AIM OF THE EXERCISE:
Among the entries that follow, find the lines containing the string "above" and copy them.

PROVIDED INFORMATION:
......
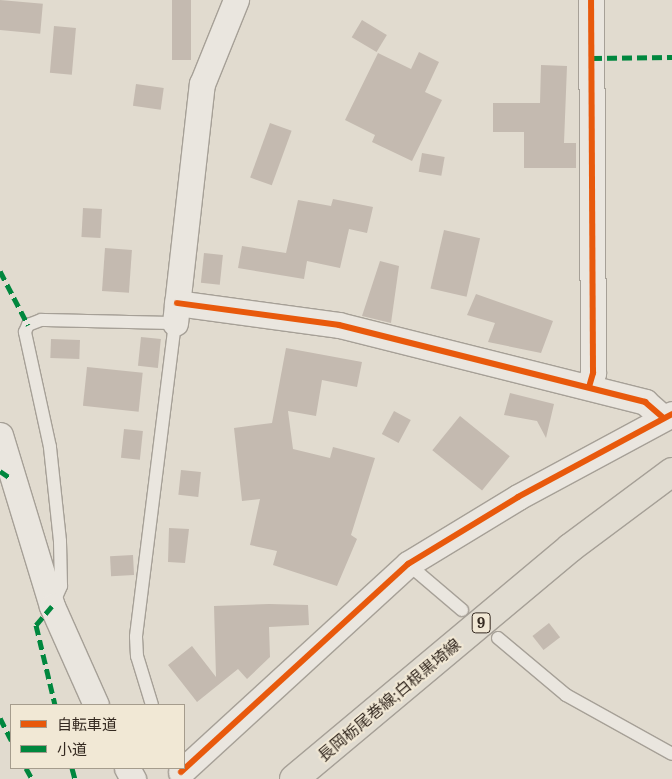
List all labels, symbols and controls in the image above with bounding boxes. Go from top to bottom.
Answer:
......
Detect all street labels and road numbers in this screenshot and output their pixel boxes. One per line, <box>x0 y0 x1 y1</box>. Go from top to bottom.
......
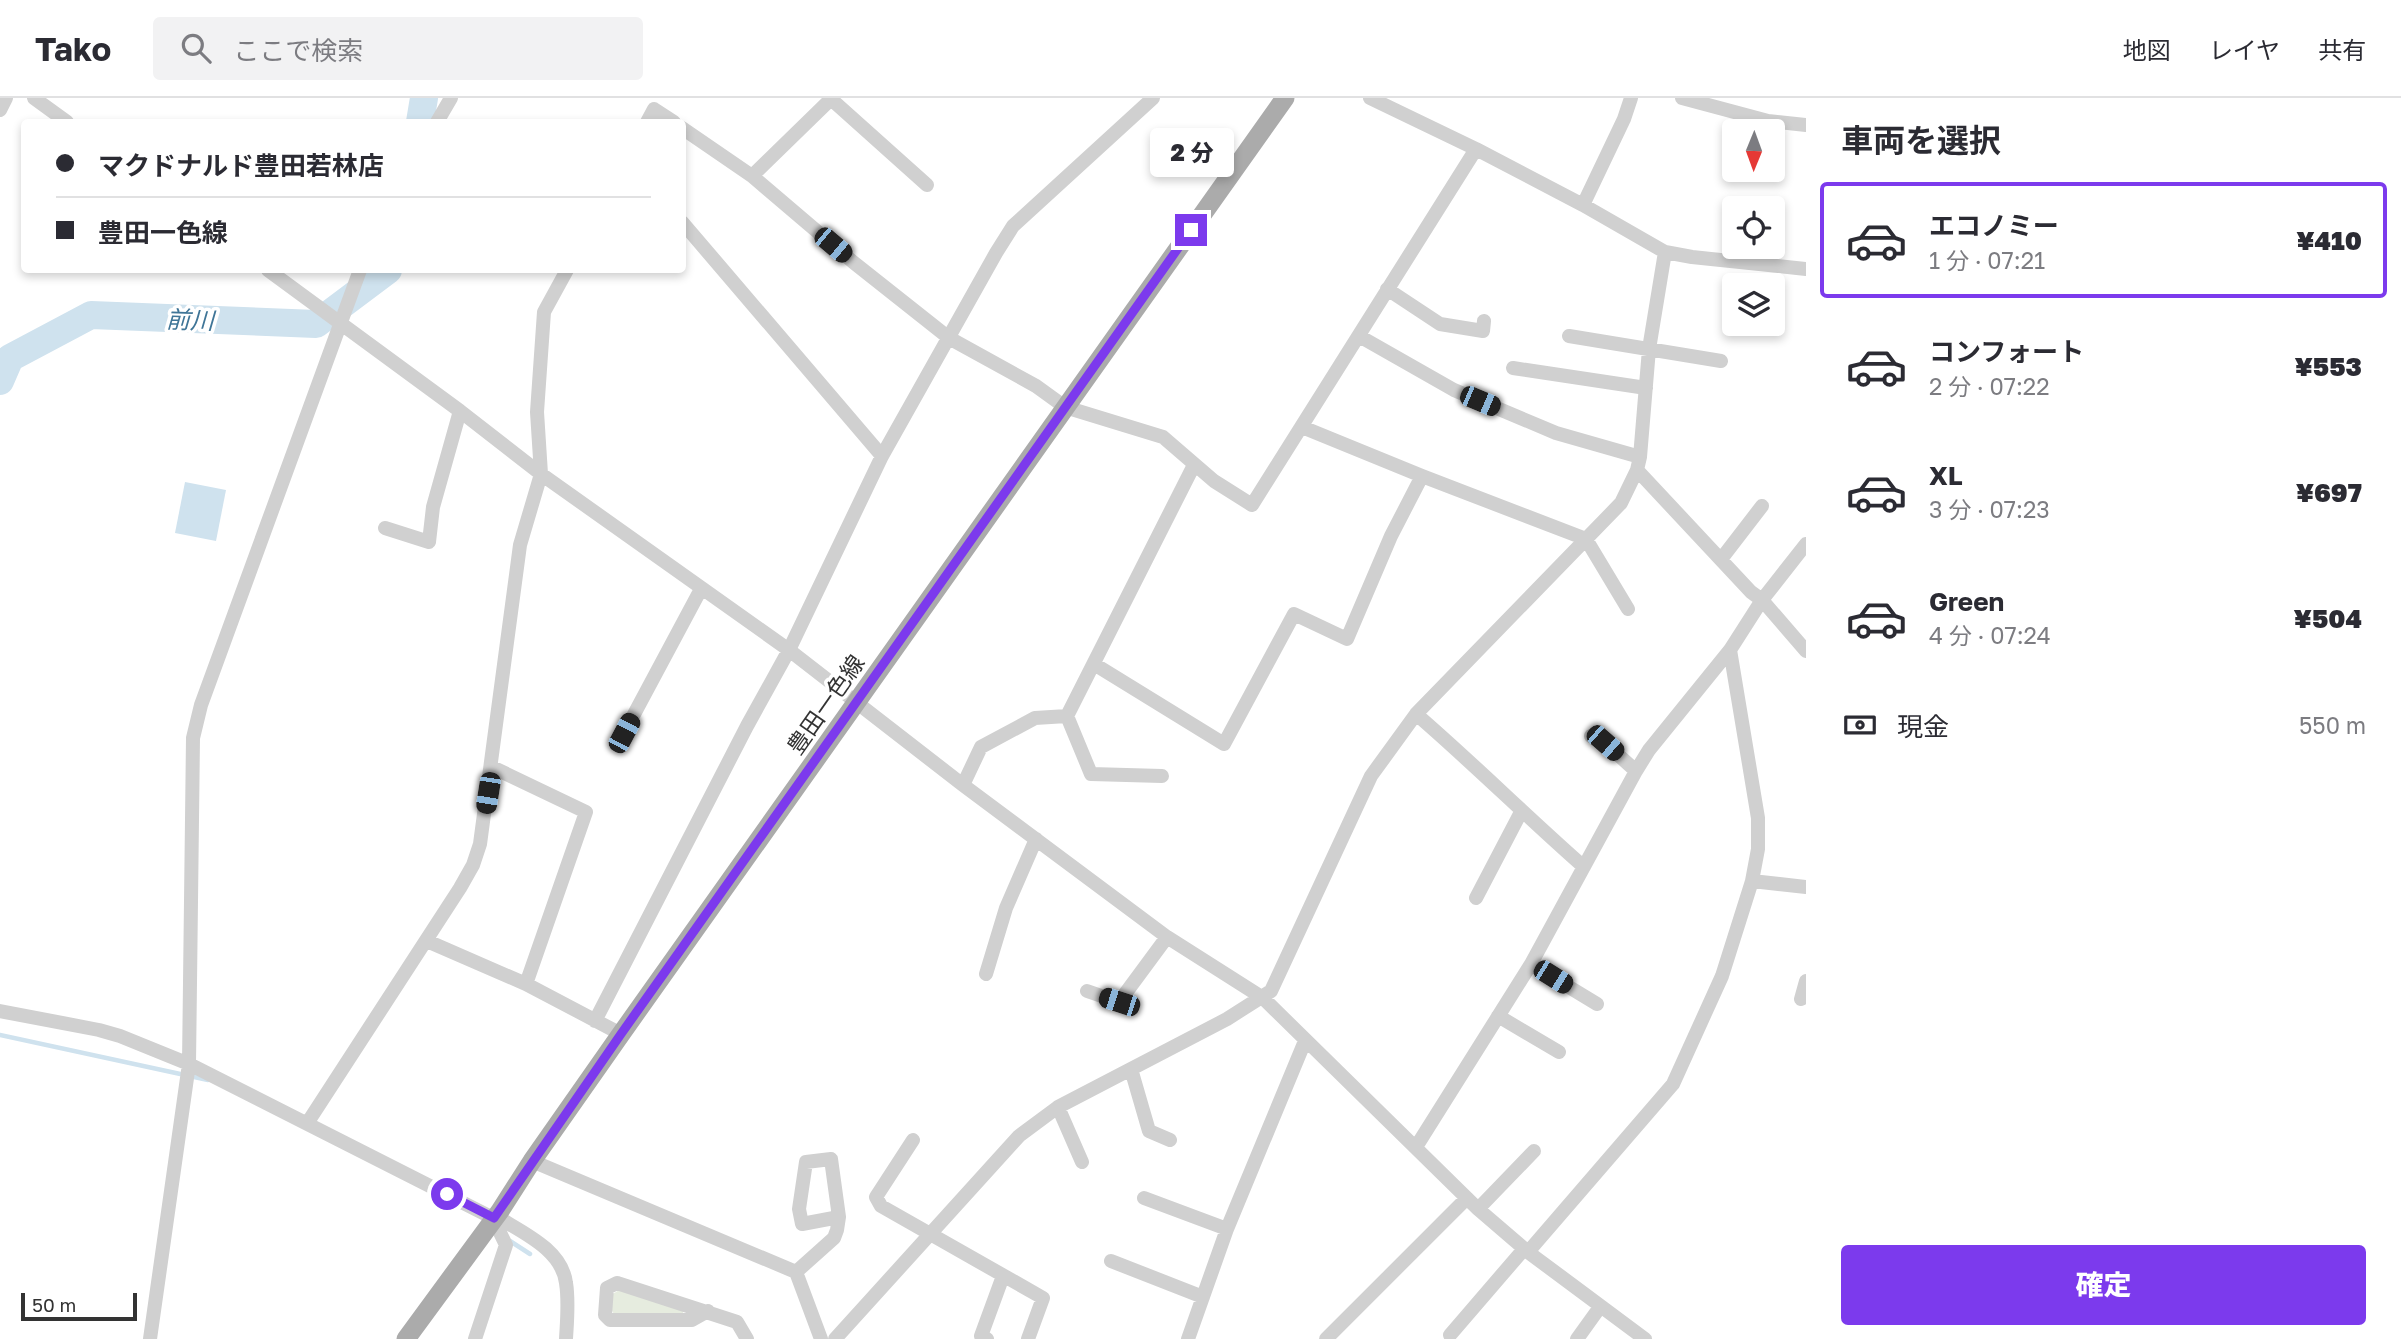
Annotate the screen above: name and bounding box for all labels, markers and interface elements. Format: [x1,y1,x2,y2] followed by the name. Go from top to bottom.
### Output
......
RESULT BELOW:
List all labels, symbols and controls in the image above with bounding boxes. Go from top to bottom.
Annotate the screen above: name and bounding box for all labels, markers and interface elements. Format: [x1,y1,x2,y2] followed by the name. Go from top to bottom.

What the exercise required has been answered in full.